* _Your instructions_
Output nothing but the line containing "Map reading. Read" and the lines after it through the end of the material below, each reproduced exactly.

* _Material to process_
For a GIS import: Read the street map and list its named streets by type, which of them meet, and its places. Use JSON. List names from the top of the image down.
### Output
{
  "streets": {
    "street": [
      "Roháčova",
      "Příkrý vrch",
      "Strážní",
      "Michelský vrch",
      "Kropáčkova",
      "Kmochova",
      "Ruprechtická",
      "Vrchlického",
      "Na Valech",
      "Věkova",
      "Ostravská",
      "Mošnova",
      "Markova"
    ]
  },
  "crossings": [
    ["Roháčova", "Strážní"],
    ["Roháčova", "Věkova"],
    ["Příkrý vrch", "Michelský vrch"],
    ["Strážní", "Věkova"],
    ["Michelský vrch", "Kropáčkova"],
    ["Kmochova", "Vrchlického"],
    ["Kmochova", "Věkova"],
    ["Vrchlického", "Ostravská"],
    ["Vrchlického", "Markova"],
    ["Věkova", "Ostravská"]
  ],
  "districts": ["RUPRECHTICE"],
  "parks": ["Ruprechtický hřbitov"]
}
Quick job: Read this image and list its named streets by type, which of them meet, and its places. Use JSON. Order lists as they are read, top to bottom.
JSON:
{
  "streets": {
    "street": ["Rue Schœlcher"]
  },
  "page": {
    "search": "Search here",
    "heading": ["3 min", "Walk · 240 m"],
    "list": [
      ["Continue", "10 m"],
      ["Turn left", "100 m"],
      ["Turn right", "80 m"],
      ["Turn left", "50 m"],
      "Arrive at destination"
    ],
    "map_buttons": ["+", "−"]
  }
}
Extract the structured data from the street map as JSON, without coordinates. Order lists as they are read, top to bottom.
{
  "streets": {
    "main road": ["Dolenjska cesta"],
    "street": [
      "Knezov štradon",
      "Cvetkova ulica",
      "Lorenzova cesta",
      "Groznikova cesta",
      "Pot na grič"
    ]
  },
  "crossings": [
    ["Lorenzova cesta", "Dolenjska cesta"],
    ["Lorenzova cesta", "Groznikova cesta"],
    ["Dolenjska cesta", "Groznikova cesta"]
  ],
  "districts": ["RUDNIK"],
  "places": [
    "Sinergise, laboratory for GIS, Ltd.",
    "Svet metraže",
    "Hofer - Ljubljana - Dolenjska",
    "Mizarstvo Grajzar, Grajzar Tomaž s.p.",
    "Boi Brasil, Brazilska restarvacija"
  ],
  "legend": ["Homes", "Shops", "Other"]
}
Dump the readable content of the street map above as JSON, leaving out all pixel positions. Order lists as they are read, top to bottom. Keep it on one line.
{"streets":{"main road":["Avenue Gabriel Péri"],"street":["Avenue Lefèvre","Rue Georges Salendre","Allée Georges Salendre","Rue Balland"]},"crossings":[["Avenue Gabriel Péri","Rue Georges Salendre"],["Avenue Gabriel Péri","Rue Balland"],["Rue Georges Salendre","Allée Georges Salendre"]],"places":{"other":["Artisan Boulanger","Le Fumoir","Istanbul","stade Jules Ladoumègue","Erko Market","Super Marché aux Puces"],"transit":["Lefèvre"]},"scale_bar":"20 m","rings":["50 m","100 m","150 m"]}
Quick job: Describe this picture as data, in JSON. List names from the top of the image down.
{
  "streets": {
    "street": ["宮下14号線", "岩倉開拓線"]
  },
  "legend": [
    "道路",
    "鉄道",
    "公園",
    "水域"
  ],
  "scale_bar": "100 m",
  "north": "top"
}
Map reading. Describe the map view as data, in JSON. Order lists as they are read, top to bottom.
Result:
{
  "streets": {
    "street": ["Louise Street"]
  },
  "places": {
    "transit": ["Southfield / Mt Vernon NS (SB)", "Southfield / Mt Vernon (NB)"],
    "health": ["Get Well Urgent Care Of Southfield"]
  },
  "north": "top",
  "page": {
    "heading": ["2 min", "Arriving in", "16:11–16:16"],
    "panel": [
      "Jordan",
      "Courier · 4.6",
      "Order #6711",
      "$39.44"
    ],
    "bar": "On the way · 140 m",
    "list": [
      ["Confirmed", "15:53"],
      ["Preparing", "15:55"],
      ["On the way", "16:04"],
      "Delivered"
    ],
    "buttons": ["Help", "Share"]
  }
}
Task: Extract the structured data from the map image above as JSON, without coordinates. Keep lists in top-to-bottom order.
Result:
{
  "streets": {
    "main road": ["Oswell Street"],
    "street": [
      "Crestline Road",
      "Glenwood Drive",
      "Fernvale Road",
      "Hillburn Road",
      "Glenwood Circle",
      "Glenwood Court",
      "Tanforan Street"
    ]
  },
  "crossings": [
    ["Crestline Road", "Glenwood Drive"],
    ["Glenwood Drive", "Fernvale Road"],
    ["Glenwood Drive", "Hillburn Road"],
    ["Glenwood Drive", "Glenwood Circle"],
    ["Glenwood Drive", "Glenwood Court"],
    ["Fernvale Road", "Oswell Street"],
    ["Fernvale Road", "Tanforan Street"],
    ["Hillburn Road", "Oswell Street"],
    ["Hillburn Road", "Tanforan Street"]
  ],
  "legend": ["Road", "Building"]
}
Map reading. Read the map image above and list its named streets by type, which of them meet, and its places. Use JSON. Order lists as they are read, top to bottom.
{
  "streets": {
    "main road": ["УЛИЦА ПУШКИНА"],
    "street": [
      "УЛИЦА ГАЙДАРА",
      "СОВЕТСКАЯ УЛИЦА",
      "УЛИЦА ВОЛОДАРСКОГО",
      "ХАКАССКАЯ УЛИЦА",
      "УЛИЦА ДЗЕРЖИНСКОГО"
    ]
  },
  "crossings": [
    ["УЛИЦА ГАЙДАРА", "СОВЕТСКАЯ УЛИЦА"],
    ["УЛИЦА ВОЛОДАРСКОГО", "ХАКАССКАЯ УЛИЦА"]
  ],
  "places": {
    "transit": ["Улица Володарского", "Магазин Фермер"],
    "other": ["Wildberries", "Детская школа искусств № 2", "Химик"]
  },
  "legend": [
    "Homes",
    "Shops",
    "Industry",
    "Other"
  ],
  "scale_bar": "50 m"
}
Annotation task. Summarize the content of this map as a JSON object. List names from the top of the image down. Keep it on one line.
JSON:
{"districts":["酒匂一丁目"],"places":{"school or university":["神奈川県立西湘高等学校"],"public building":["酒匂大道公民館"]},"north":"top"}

* _Solved exercise_
Map reading. Read the map image above and list its named streets by type, which of them meet, and its places. Use JSON. Order lists as they are read, top to bottom.
{
  "streets": {
    "main road": ["УЛИЦА ПУШКИНА"],
    "street": [
      "УЛИЦА ГАЙДАРА",
      "СОВЕТСКАЯ УЛИЦА",
      "УЛИЦА ВОЛОДАРСКОГО",
      "ХАКАССКАЯ УЛИЦА",
      "УЛИЦА ДЗЕРЖИНСКОГО"
    ]
  },
  "crossings": [
    ["УЛИЦА ГАЙДАРА", "СОВЕТСКАЯ УЛИЦА"],
    ["УЛИЦА ВОЛОДАРСКОГО", "ХАКАССКАЯ УЛИЦА"]
  ],
  "places": {
    "transit": ["Улица Володарского", "Магазин Фермер"],
    "other": ["Wildberries", "Детская школа искусств № 2", "Химик"]
  },
  "legend": [
    "Homes",
    "Shops",
    "Industry",
    "Other"
  ],
  "scale_bar": "50 m"
}
Annotation task. Summarize the content of this map as a JSON object. List names from the top of the image down. Keep it on one line.
JSON:
{"districts":["酒匂一丁目"],"places":{"school or university":["神奈川県立西湘高等学校"],"public building":["酒匂大道公民館"]},"north":"top"}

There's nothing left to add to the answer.